(EXERCISE INSTRUCTIONS):
Could you copy out all the lines in the material below where the word "strong" occurs?

(DATA FOR REVIEW):
__________________________________________________

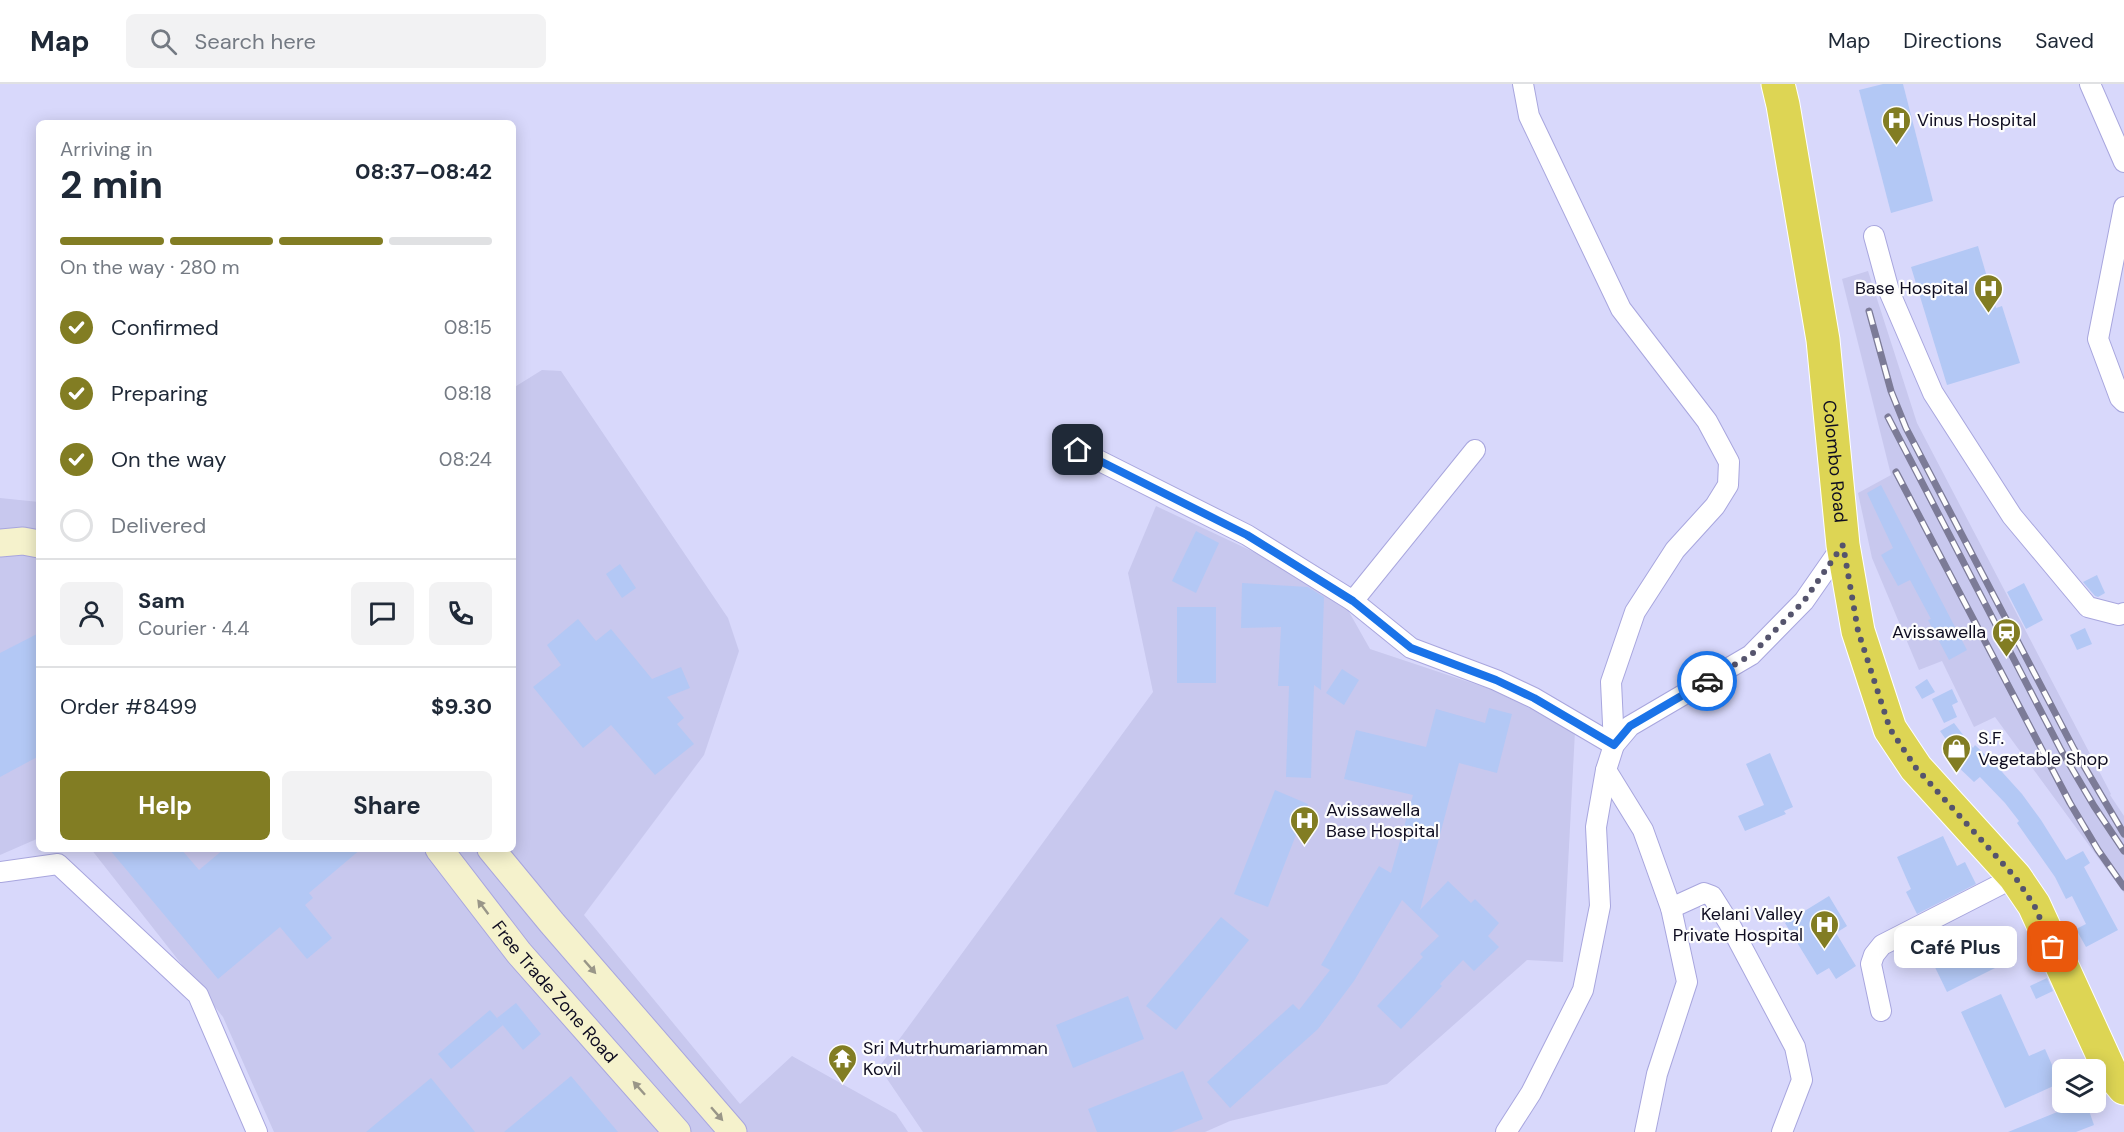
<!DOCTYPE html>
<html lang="en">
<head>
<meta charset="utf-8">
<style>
  :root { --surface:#fff; --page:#f2f2f3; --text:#1f2937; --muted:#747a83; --line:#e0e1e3; --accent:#827d23 }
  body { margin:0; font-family:"DM Sans",sans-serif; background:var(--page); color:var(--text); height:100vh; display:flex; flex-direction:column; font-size:22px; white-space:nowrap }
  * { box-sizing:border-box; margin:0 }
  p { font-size:20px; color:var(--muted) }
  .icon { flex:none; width:33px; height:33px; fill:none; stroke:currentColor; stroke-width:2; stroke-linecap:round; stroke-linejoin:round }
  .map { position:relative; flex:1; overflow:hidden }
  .side { position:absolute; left:36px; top:36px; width:480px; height:732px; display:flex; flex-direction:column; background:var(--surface); border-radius:9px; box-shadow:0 3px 15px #0003 }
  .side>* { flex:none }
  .fabs { position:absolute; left:2052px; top:975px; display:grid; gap:12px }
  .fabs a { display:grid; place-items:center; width:54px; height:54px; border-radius:9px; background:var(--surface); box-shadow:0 3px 15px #0003; font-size:30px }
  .pin { position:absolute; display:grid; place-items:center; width:51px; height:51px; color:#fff; margin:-26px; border-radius:12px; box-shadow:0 3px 9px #0006 }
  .courier { position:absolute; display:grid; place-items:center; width:60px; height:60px; margin:-30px; border:4px solid #1a73e8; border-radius:50%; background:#fff; color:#222; box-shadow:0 2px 8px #0007 }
  .bubble { position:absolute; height:42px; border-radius:9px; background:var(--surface); box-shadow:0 3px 15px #0003; font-size:20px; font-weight:700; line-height:42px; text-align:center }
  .headline em { font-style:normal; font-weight:700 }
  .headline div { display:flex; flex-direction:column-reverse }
  .headline { display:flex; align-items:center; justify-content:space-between; height:102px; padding:0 24px }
  h1 { font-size:39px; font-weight:700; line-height:45px }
  .bar { display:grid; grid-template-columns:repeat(4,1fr); gap:9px 6px; align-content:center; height:72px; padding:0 24px }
  .bar i { height:8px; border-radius:4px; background:var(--line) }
  .bar .on { background:var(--accent) }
  .bar p { grid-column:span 4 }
  .line { display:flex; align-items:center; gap:15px; padding:0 24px; border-top:2px solid var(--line) }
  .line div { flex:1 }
  .round { display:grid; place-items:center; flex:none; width:63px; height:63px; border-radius:9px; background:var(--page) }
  ol { padding:0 24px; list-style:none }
  li { display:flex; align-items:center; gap:18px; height:66px }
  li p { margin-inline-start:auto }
  li .icon { padding:6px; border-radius:50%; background:var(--accent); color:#fff; stroke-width:4 }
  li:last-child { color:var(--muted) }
  li i { width:33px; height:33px; border:3px solid var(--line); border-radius:50% }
  .primary-button { display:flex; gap:12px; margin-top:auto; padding:12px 24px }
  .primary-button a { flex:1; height:69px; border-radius:9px; background:var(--accent); color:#fff; font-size:24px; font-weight:700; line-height:69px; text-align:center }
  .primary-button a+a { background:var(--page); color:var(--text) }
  header { display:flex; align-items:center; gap:36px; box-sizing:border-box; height:84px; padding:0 30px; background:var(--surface); border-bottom:2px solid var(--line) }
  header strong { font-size:28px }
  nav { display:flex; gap:33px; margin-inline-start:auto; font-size:21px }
  .search { width:420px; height:54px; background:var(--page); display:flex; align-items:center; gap:15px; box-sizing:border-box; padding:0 21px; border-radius:9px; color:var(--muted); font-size:22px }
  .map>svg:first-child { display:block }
</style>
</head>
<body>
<header>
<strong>Map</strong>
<div class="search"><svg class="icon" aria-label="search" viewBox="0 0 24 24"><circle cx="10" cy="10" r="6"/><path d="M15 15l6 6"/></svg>Search here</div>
<nav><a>Map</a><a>Directions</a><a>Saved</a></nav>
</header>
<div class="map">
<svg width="2124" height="1048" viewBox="0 0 2124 1048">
  <rect width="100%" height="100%" fill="#d8d8fb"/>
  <g fill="#c8c8ee">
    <path d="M1868 187 1917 339 2111 710 2110 711 2124 732V809L1995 633 1974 643 1942 577 1919 586 1872 474 1858 409 1891 391 1842 195Z"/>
    <path d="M542 286 561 287 728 534 739 567 704 671 584 831 740 1020 792 972 896 1030 908 1048H274L223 933 91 765H513V304Z"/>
    <path d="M0 414 39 418V754L0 771Z"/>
    <path d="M1156 422 1326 502 1344 519 1370 565 1493 606 1575 647 1563 878 1527 876 1387 1000 1230 1037 1205 1048H923L879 983 1153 608 1128 489Z"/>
  </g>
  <g fill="#b3c8f5">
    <path d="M1883 0H1903L1933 117 1891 129 1859 6Z"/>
    <path d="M1978 162 1996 224 2002 222 2020 279 1947 301 1911 183Z"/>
    <path d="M1881 401 1967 566 1949 576 1928 536 1931 535 1910 496 1898 502 1881 471 1893 464 1867 409Z"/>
    <path d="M1196 447 1219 459 1196 509 1172 497Z"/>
    <path d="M620 480 636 504 622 514 606 490Z"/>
    <path d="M2097 491 2105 509 2098 513 2095 512 2083 498Z"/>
    <path d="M1242 499 1308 503 1324 513 1321 606 1314 601 1311 694 1286 693 1289 602H1278L1281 543 1241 544Z"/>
    <path d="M2024 499 2043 536 2026 545 2007 508Z"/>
    <rect x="1177" y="523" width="39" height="76"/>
    <path d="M578 535 596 557 611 545 652 595 681 583 690 604 667 613 684 634 677 640 694 660 655 691 611 641 583 664 533 603 561 581 547 561Z"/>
    <path d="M2085 544 2092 560 2077 566 2070 551Z"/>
    <path d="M39 549V672L0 693V569Z"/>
    <path d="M1342 585 1359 596 1344 621 1326 609Z"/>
    <path d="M1927 595 1935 608 1922 615 1915 603Z"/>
    <path d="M1952 605 1958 618 1952 621 1957 633 1944 639 1932 615Z"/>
    <path d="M1489 624 1512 630 1497 689 1459 679 1420 826 1448 797 1471 819 1475 815 1499 839 1488 852 1499 863 1474 887 1463 876 1440 900 1442 902 1401 945 1377 922 1423 873 1420 870 1439 852 1402 816 1354 897 1318 945 1230 1024 1207 998 1293 920 1299 926 1330 886 1321 881 1379 782 1391 789 1413 711 1344 695 1356 646 1426 663 1436 625 1485 639Z"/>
    <path d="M1954 639 1973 664 1975 661 1993 678 2022 710 2041 736 2066 776 2083 767 2090 779 2084 783 2118 846 2086 863 2076 845 2086 840 2072 812 2066 815 2055 793 2017 739 2019 737 2005 719 1980 693 1974 698 1956 681 1961 677 1940 647Z"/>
    <path d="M1770 669 1793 723 1784 727 1786 730 1745 747 1738 732 1764 721 1746 680Z"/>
    <path d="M1275 706 1308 720 1268 823 1234 810Z"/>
    <path d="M1943 752 1957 782 1965 778 1976 800 1917 830 1906 808 1911 805 1897 773Z"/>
    <path d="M109 765H181L199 786 224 765H361L309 809 313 814 305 821 332 854 307 875 280 843 218 895Z"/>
    <path d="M1829 812 1847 842 1836 849 1856 882 1836 895 1829 884 1817 891 1785 839Z"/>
    <path d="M1221 833 1249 856 1176 946 1146 922Z"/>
    <path d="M1997 842 2013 875 1947 908 1931 875Z"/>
    <path d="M2047 894 2053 907 2036 915 2030 902Z"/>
    <path d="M2001 910 2029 972 2045 965 2060 999 2005 1024 1961 928Z"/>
    <path d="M1128 912 1144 955 1073 984 1056 941Z"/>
    <path d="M516 919 541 950 523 966 497 934Z"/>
    <path d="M490 926 503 941 451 985 438 970Z"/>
    <path d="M1183 987 1203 1035 1171 1048H1097L1088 1025Z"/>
    <path d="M571 992 618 1048H504Z"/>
    <path d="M431 994 475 1048H366Z"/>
    <path d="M2082 1018H2086L2094 1041 2076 1048H2008Z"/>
  </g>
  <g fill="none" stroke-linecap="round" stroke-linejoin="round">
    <defs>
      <g id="street">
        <path d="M1523 0 1529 32 1621 225 1707 337 1729 378 1728 401 1715 422 1675 466 1635 528 1611 598 1614 661"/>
        <path d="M2090 0 2124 78"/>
        <path d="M2124 123 2098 255 2120 314 2124 318"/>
        <path d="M1874 152 1889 207 1933 309 2012 432 2088 523 2119 531 2124 529"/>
        <path d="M1078 366 1247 451 1353 517 1411 564 1496 596 1534 614 1614 661"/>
        <path d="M1353 517 1475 366"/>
        <path d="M1606 686 1643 746 1671 824 1687 898 1657 990 1645 1048"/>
        <path d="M0 788 58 780 198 911 257 1048"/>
        <path d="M1671 824 1704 809 1712 812 1729 839 1795 963 1802 996 1782 1048"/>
        <path d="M1881 927 1871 880 1874 871 1882 861 2015 793"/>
        <path d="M1506 1048 1531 1009 1583 906 1600 822 1596 743 1606 686 1614 661 1630 642 1751 571 1804 517 1843 461"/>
      </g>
      <g id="secondary">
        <path d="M0 459 23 457 39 460"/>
        <path id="s1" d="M439 765 519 869 677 1048"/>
        <path d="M491 765 552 839 733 1048"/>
      </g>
      <g id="highway">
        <path id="s2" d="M1778 0 1783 21 1823 256 1843 461 1858 547 1890 645 1916 684 2015 793 2034 821 2110 987 2124 1004"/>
      </g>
    </defs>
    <use href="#street" stroke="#a8a6de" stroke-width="22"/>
    <use href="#secondary" stroke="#a8a6de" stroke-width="29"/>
    <use href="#highway" stroke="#fff" stroke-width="35"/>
    <use href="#street" stroke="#fff" stroke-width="20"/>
    <use href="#secondary" stroke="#f5f2cc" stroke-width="27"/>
    <use href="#highway" stroke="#ddd554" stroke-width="33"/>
    <defs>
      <g id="rail">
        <path d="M1869 227 1891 307 1906 344 2074 665 2124 750"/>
        <path d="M1888 333 2061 666 2094 722 2124 767"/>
        <path d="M1896 388 2070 719 2098 766 2124 803"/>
      </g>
    </defs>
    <use href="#rail" stroke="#7c7b97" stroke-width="7"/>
    <use href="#rail" stroke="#fdfdfd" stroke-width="4.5" stroke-dasharray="14" stroke-linecap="butt"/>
  </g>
  <defs><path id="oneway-solid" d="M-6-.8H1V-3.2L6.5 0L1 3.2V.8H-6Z" transform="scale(1.5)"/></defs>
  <g fill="#999688">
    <use href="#oneway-solid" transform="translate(483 823) rotate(-127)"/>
    <use href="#oneway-solid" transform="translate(590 883) rotate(49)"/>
    <use href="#oneway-solid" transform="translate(639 1004) rotate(-132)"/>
    <use href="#oneway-solid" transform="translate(717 1030) rotate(49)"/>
  </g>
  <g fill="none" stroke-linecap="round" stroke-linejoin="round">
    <path stroke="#55546d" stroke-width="6" stroke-dasharray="0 10.8" d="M1707 597 1751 571 1804 517 1843 461 1858 547 1890 645 1916 684 2015 793 2034 821 2053 863"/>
    <path stroke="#1a73e8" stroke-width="8" d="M1078 366 1247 451 1353 517 1411 564 1496 596 1534 614 1614 661 1630 642 1707 597"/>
  </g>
  <defs>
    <symbol id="hospital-pin" viewBox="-11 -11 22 30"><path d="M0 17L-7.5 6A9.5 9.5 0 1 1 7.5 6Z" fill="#827d23" stroke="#fdfdfd"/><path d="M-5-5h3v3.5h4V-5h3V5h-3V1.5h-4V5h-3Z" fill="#fff"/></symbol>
    <symbol id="station-pin" viewBox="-11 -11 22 30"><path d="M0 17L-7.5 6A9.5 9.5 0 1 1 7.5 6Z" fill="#827d23" stroke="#fdfdfd"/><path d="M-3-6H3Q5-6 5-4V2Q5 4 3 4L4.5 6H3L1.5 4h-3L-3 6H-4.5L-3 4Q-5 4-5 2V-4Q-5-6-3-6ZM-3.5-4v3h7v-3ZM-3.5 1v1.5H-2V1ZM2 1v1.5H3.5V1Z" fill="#fff"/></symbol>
    <symbol id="shop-pin" viewBox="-11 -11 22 30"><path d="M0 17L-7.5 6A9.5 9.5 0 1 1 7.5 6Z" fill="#827d23" stroke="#fdfdfd"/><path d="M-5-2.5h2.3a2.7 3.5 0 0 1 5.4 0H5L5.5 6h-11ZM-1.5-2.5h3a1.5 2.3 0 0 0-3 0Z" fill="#fff"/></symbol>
    <symbol id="temple-pin" viewBox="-11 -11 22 30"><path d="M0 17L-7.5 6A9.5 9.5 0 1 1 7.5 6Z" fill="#827d23" stroke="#fdfdfd"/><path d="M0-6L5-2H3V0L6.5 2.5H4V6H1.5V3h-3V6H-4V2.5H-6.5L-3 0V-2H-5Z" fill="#fff"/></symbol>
  </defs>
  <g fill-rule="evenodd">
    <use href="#hospital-pin" x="1880" y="20" width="33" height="45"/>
    <use href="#hospital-pin" x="1972" y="188" width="33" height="45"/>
    <use href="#station-pin" x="1990" y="532" width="33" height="45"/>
    <use href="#shop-pin" x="1940" y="648" width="33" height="45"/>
    <use href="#hospital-pin" x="1288" y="720" width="33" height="45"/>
    <use href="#hospital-pin" x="1808" y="824" width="33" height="45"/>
    <use href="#temple-pin" x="826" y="958" width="33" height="45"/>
  </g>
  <g text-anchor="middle" stroke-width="4.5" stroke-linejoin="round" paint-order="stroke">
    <g font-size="18" fill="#0f0d21" stroke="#fdfdfd" text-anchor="start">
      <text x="1917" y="42">Vinus Hospital</text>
      <text x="1968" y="210" text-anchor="end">Base Hospital</text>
      <text x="1986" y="554" text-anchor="end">Avissawella</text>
      <text x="1978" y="660">S.F.<tspan x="1978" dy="21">Vegetable Shop</tspan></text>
      <text x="1326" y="732">Avissawella<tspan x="1326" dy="21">Base Hospital</tspan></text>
      <text x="1803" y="836" text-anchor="end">Kelani Valley<tspan x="1803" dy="21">Private Hospital</tspan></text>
      <text x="863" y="970">Sri Mutrhumariamman<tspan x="863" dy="21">Kovil</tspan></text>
    </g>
    <g font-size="18" fill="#0f0d21" stroke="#fdfdfd">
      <text dy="6" stroke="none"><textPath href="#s2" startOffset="382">Colombo Road</textPath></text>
      <text dy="6" stroke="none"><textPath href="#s1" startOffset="184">Free Trade Zone Road</textPath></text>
    </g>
  </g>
</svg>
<div class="fabs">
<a><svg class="icon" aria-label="layers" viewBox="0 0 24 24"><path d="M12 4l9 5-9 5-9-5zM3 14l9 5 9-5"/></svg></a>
</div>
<div class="pin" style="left:2053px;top:863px;background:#ea580c"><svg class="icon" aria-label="bag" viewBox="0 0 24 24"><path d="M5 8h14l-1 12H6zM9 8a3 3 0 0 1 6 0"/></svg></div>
<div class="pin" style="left:1078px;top:366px;background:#1f2937"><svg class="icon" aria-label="home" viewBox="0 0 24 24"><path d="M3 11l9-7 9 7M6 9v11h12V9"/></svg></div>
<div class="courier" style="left:1707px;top:597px"><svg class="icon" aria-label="car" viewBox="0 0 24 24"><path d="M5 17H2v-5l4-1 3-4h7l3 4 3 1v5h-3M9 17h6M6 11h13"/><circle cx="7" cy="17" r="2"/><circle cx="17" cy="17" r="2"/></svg></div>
<div class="bubble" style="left:1894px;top:842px;width:123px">Café Plus</div>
<section class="side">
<div class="headline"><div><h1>2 min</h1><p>Arriving in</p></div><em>08:37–08:42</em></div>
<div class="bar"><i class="on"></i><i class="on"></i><i class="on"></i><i></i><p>On the way · 280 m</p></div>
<ol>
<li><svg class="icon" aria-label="check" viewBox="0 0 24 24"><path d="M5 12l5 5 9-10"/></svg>Confirmed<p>08:15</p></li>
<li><svg class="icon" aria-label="check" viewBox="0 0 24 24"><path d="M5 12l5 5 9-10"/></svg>Preparing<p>08:18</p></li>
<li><svg class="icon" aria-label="check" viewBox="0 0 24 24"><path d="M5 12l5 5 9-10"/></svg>On the way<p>08:24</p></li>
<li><i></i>Delivered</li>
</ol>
<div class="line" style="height:108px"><a class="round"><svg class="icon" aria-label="person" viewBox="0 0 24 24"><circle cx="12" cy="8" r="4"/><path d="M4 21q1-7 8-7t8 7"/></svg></a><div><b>Sam</b><p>Courier · 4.4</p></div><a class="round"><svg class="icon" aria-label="chat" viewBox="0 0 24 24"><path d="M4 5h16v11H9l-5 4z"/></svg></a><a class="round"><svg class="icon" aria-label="phone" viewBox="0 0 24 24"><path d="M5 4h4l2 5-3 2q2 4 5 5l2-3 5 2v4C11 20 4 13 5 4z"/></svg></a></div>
<div class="line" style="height:78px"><div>Order #8499</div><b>$9.30</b></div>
<div class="primary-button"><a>Help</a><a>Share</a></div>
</section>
</div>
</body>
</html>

__________________________________________________

(OUTPUT OF THE EXERCISE):
  header strong { font-size:28px }
<strong>Map</strong>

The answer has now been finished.